▶

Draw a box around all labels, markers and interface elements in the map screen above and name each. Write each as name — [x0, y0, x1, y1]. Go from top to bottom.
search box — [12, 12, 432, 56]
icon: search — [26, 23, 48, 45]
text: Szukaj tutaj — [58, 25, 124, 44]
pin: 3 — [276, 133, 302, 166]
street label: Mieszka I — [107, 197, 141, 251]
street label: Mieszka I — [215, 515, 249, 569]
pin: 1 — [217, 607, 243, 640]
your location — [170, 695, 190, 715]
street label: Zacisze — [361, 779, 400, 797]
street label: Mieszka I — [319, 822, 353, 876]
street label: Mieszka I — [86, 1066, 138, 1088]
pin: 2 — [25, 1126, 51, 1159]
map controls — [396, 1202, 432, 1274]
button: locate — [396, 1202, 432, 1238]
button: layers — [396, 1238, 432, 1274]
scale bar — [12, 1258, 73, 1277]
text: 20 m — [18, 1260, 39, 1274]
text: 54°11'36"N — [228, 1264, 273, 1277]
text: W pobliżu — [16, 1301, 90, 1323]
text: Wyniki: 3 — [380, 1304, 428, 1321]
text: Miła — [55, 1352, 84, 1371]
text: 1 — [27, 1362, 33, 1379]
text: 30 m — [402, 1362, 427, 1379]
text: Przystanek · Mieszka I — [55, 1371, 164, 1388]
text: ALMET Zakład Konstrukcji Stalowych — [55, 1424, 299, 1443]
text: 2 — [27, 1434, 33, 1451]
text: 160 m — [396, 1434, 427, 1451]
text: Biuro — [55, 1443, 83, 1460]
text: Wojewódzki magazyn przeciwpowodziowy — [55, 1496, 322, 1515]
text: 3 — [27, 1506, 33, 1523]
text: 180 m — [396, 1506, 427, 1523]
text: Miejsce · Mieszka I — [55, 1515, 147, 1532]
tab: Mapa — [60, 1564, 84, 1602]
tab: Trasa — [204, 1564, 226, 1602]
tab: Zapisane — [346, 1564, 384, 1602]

◀

Gather each line from the listing above that holds "street".

street label: Mieszka I — [107, 197, 141, 251]
street label: Mieszka I — [215, 515, 249, 569]
street label: Zacisze — [361, 779, 400, 797]
street label: Mieszka I — [319, 822, 353, 876]
street label: Mieszka I — [86, 1066, 138, 1088]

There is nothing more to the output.